WORK TO COMPLETE:
Wherever a line of the data contains "canvas", copy that line.

◇ ◇ ◇ ◇ ◇ ◇ ◇

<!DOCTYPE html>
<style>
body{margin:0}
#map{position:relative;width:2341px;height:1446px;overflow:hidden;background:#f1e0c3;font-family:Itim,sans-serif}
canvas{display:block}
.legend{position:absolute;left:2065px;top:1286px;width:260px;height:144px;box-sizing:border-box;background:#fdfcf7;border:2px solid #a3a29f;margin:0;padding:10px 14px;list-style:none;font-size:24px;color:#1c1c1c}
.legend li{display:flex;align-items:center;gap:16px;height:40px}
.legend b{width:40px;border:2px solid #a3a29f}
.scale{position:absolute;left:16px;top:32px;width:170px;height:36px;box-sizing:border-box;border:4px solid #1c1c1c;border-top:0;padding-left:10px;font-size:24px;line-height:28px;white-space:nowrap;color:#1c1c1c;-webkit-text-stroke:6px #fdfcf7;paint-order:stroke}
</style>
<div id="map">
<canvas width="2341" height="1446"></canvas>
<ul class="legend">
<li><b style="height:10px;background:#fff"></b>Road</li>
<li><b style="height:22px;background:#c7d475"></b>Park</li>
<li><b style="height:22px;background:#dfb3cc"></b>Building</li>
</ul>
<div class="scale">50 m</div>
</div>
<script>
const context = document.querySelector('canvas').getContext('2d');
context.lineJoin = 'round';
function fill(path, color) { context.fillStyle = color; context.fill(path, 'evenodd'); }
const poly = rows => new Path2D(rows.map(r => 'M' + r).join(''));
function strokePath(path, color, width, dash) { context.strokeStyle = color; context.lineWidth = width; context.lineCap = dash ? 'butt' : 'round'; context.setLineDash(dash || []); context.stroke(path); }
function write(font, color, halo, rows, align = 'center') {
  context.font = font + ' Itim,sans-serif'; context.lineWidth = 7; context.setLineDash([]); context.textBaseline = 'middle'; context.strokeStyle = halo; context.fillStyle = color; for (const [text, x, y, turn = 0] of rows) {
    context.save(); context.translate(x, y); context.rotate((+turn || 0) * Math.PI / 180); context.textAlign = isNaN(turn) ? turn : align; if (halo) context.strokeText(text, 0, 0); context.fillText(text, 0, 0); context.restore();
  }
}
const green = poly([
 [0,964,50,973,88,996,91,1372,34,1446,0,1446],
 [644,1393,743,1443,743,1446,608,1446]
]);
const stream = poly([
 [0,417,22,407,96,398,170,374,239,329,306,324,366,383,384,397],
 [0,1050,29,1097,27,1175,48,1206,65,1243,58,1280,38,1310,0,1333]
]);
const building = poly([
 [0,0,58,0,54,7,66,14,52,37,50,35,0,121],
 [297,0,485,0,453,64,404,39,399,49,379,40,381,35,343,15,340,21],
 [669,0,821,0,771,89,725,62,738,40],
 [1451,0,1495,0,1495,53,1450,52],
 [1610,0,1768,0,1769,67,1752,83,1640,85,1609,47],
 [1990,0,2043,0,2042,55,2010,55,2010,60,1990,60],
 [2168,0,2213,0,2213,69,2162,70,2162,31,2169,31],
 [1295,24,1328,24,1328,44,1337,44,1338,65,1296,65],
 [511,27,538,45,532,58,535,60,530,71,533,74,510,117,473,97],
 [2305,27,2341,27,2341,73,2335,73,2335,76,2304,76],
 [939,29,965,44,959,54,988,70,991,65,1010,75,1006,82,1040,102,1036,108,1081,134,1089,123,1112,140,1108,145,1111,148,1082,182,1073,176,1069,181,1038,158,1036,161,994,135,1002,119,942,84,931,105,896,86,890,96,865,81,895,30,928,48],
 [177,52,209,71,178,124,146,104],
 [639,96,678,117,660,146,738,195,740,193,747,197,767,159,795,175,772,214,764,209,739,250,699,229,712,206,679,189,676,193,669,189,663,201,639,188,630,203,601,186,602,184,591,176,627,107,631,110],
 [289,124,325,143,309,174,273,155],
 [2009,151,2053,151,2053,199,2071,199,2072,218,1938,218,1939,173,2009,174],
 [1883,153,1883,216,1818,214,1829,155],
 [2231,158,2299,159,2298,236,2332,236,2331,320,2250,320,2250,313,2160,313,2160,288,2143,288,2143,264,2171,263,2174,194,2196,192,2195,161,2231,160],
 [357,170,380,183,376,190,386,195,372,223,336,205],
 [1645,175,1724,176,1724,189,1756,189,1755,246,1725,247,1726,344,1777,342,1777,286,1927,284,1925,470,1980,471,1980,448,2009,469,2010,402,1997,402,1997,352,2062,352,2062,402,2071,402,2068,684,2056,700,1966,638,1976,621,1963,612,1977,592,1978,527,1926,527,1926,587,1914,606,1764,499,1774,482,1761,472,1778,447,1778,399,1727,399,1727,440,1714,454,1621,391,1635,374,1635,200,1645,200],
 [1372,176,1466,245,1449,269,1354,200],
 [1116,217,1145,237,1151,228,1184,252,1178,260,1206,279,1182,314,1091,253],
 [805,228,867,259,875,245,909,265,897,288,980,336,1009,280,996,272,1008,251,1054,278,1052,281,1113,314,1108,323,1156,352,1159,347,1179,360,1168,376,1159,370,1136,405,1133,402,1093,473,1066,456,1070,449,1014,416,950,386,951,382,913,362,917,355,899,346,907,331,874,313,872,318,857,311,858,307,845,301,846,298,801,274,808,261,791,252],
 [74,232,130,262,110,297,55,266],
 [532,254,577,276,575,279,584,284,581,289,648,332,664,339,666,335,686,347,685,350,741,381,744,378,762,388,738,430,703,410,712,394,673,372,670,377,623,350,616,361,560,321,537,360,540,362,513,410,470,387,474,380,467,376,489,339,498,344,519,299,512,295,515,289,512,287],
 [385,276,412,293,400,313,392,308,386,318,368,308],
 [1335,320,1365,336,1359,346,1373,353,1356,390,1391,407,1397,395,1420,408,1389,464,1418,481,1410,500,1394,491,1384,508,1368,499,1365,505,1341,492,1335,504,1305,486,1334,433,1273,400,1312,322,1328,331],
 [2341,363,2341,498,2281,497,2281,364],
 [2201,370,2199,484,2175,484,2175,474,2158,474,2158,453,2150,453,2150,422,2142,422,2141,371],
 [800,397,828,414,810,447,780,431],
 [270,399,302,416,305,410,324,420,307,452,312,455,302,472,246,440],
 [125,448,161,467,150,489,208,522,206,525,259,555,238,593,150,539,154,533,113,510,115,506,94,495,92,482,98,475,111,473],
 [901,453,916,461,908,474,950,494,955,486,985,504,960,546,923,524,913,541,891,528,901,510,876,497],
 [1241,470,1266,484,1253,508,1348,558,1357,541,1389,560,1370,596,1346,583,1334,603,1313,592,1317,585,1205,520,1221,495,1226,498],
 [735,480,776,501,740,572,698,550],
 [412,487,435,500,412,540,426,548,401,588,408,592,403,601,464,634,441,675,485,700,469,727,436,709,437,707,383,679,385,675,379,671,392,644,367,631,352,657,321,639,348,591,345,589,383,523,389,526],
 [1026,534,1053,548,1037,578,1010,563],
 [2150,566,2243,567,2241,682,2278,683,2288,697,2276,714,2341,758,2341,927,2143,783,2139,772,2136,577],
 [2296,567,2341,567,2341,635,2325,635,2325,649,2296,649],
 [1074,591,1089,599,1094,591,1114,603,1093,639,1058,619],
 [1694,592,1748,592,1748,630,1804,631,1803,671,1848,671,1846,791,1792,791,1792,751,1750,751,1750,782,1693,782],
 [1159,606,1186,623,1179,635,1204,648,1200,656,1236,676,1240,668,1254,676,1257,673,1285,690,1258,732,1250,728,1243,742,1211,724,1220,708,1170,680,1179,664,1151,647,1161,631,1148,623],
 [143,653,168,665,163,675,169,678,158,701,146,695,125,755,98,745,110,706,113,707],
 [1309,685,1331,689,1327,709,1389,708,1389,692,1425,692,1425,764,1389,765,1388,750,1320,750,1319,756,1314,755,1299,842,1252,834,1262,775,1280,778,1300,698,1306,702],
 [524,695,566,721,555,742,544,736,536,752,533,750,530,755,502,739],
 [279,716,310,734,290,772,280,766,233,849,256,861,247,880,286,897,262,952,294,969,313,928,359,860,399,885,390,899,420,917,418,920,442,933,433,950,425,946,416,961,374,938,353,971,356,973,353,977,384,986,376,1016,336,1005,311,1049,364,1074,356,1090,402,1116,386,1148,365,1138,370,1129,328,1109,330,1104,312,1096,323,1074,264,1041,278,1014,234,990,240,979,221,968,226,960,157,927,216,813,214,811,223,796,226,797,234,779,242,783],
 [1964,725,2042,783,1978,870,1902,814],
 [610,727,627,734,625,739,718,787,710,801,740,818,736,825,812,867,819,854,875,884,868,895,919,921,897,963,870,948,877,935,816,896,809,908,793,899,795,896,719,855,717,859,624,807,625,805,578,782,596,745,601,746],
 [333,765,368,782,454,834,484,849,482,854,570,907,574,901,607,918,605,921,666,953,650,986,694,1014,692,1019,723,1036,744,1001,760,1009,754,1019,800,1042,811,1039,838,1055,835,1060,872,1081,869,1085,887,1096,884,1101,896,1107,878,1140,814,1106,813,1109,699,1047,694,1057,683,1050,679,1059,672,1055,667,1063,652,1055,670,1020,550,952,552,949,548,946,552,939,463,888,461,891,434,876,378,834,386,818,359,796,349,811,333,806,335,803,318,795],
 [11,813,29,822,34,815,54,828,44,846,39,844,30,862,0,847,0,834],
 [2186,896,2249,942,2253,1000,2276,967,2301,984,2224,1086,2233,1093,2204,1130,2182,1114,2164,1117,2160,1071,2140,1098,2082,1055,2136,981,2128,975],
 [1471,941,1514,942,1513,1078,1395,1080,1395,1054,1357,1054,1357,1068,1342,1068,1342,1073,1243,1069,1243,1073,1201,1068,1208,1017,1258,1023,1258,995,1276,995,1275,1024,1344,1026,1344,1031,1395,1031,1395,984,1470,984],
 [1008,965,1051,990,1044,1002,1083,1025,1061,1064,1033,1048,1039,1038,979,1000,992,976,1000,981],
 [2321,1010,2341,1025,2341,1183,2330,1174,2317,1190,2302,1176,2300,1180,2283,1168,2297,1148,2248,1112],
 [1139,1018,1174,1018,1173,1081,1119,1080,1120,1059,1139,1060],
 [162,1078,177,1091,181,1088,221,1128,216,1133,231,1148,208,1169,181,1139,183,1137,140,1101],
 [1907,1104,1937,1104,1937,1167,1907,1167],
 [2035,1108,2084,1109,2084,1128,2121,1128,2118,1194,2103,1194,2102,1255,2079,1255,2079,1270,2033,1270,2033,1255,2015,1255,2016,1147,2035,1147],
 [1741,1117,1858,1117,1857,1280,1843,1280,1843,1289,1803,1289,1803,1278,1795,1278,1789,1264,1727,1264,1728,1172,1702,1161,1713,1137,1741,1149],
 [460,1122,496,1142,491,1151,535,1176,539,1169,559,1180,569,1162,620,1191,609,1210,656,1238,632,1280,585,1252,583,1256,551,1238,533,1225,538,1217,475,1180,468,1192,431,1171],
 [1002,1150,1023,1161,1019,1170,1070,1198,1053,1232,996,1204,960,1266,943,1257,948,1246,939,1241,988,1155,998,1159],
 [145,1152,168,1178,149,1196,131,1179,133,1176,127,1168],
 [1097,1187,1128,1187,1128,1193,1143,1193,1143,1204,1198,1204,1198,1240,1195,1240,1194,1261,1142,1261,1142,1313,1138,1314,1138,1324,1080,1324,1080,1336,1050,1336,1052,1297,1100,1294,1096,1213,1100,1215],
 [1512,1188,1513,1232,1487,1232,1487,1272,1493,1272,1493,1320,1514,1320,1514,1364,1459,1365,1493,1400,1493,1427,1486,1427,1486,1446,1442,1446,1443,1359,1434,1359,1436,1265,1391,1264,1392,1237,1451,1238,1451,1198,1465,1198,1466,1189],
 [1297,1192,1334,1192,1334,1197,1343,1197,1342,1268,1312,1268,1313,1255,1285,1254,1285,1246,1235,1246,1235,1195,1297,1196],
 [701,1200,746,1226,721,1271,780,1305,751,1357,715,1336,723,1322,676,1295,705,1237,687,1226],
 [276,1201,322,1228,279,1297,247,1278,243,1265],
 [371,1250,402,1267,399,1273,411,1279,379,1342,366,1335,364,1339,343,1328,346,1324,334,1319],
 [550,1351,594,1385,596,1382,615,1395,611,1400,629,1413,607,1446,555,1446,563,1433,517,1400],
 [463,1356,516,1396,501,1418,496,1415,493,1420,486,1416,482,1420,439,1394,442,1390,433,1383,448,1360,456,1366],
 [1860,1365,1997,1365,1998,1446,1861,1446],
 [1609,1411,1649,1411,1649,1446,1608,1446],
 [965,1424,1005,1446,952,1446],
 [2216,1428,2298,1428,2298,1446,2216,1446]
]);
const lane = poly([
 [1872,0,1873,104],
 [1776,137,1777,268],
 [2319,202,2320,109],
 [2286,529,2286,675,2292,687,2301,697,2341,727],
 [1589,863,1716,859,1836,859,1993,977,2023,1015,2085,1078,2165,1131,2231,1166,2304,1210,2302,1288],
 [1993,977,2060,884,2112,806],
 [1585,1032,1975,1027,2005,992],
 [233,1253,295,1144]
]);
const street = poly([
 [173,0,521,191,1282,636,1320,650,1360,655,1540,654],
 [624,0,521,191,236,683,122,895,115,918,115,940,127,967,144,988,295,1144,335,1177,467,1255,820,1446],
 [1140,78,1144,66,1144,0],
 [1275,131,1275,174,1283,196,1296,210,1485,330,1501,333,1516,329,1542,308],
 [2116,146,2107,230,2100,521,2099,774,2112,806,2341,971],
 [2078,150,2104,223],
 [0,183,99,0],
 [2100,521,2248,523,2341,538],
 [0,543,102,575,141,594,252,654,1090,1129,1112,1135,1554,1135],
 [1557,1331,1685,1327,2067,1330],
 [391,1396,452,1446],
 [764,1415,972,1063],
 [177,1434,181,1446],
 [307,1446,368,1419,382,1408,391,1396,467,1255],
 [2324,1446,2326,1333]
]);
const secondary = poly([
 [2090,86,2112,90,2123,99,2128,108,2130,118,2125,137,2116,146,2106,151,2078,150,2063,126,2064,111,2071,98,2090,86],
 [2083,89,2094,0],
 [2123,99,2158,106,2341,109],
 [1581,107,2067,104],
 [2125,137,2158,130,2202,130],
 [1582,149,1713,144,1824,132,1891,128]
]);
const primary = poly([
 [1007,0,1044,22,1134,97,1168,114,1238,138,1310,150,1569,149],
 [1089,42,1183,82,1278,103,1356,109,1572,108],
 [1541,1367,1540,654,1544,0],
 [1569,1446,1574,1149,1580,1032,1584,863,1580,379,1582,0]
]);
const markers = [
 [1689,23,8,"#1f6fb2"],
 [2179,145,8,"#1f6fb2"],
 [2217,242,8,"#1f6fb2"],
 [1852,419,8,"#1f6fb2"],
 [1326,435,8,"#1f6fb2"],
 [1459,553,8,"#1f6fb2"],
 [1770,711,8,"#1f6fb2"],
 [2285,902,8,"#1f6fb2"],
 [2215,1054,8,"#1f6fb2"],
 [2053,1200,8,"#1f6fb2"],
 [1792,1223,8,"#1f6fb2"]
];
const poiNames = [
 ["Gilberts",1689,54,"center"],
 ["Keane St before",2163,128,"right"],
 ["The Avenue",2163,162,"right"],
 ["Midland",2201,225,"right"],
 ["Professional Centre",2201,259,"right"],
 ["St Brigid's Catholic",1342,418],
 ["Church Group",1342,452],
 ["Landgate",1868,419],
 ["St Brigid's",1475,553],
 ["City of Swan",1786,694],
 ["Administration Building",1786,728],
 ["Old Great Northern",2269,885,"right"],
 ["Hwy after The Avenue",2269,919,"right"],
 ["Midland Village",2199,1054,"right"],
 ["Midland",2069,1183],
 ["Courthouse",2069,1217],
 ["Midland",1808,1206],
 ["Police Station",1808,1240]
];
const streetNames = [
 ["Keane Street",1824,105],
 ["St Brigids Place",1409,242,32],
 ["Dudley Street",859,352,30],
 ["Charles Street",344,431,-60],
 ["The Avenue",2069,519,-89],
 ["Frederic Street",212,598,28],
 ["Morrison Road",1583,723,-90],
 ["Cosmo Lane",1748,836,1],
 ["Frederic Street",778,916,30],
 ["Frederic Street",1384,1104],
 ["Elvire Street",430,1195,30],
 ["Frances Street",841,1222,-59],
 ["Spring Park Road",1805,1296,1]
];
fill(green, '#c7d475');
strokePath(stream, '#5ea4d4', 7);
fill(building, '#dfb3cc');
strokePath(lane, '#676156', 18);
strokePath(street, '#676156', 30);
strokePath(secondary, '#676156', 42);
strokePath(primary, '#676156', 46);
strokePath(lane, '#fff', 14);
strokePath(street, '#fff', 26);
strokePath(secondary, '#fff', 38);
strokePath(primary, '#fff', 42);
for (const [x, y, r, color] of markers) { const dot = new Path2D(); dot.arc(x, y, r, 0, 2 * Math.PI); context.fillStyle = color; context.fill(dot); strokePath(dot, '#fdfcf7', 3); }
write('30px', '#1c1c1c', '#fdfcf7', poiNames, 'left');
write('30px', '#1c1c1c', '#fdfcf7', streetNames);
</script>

◇ ◇ ◇ ◇ ◇ ◇ ◇

ANSWER:
canvas{display:block}
<canvas width="2341" height="1446"></canvas>
const context = document.querySelector('canvas').getContext('2d');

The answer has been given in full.